Toronto, June 3, 2015—Cap-and-trade can work effectively in Ontario to meaningfully and cost-effectively reduce greenhouse gas emissions, but only if government gets the details of policy right, advises Canada’s Ecofiscal Commission in a set of recommendations released today. While directed at government, the Commission’s new paper, The Way Forward for Ontario, also aims to engage and help inform Ontario industries and businesses—many of which are grappling to understand the impacts of cap-and-trade on their operations and bottom-line.

In April, the Ontario government announced its commitment to join Quebec and California in a cap-and-trade system designed to reduce emissions by putting a price on carbon. Following that announcement, there has been significant public discussion about the effectiveness of cap-and-trade as a policy approach. The government has yet to announce specific details of the system.

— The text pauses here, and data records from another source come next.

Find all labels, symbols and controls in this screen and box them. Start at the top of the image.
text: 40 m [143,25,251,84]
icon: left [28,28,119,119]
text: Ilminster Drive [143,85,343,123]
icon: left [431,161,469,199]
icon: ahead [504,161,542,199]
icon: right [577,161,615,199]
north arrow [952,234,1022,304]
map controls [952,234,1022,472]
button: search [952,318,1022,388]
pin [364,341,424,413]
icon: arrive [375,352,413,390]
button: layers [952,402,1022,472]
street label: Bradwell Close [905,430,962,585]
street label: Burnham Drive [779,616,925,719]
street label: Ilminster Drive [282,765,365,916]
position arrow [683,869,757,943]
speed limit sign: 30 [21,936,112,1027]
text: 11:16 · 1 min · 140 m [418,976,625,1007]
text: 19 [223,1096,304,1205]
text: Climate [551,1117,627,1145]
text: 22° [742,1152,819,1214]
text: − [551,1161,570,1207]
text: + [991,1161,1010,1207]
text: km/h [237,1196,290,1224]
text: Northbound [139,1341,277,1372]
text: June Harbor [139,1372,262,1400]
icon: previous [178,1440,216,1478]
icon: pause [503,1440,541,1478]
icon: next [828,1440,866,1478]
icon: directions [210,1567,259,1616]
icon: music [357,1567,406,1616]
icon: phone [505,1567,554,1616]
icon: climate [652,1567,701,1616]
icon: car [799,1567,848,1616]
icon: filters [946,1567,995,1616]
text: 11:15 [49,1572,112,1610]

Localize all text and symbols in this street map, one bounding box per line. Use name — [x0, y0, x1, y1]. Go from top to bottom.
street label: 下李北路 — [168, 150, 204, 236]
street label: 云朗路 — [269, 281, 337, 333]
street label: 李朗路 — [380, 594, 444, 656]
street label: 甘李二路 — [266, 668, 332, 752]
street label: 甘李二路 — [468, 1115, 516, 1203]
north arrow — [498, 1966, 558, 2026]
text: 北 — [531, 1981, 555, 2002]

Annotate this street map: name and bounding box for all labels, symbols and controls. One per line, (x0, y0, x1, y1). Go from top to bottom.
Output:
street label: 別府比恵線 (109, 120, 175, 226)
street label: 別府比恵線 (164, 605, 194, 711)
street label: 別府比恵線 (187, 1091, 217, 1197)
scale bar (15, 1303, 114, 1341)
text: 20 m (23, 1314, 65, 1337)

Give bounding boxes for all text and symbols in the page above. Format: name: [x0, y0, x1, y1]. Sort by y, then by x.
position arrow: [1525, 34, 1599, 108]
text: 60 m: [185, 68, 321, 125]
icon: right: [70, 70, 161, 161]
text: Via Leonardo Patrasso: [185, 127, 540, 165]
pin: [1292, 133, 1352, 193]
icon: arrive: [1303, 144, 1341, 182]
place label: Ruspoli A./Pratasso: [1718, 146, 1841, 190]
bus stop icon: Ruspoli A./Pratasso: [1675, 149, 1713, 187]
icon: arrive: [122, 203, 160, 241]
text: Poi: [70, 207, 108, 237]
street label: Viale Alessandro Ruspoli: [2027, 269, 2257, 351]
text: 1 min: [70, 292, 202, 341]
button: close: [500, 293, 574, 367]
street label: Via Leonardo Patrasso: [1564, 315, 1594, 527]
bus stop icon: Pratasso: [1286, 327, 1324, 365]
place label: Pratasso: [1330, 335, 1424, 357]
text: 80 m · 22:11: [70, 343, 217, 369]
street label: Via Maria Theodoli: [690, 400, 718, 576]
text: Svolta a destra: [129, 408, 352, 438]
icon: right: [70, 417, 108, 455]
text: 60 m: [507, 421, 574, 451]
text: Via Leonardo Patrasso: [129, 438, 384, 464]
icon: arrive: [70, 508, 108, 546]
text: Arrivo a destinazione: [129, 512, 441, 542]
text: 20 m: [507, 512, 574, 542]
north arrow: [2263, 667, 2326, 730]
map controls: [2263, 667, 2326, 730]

Written by the Commission’s director of research, Dale Beugin, and four of its prominent economists—Mel Cappe, former Clerk of the Privy Council; Glen Hodgson, Senior Economist at the Conference Board of Canada; Paul Lanoie, Professor of Economics at HEC, Montreal; and Chris Ragan, Chair of the Ecofiscal Commission—the recommendations for Ontario’s government center around four basic principles:

  • Stringency (i.e. the carbon price established by the “cap”) should drive meaningful reductions beginning now and rise gradually and predictably over time.
  • The policy should be broad, covering emitters (and emissions) across the whole economy.
  • Aim to auction most permits. Free permit allocations can reduce adverse competitiveness impacts, but should be used narrowly, based on clear, transparent rules and for a limited period of time.
  • Encourage other provinces and jurisdictions to join the linked system, increasing cost-effectiveness and advancing the path to broad harmonization across North America and beyond.

“The theme that runs through all of these recommendations is transparency and credibility,” says Ragan. “Ontarians—everyday consumers, small business owners and large emitters alike—must see the system as clear, fair, and immune from political interference.”

From an economic and business perspective, certainty, predictability, and confidence that decisions will be made based on data, not discretion, are critical factors, Ragan emphasizes. “Competitiveness is a real issue, but only for a small fraction of firms—those that are especially carbon-intensive and trade-exposed. We need to help those firms transition, and we need to do so in a way that does not undermine either the fairness or effectiveness of the policy.”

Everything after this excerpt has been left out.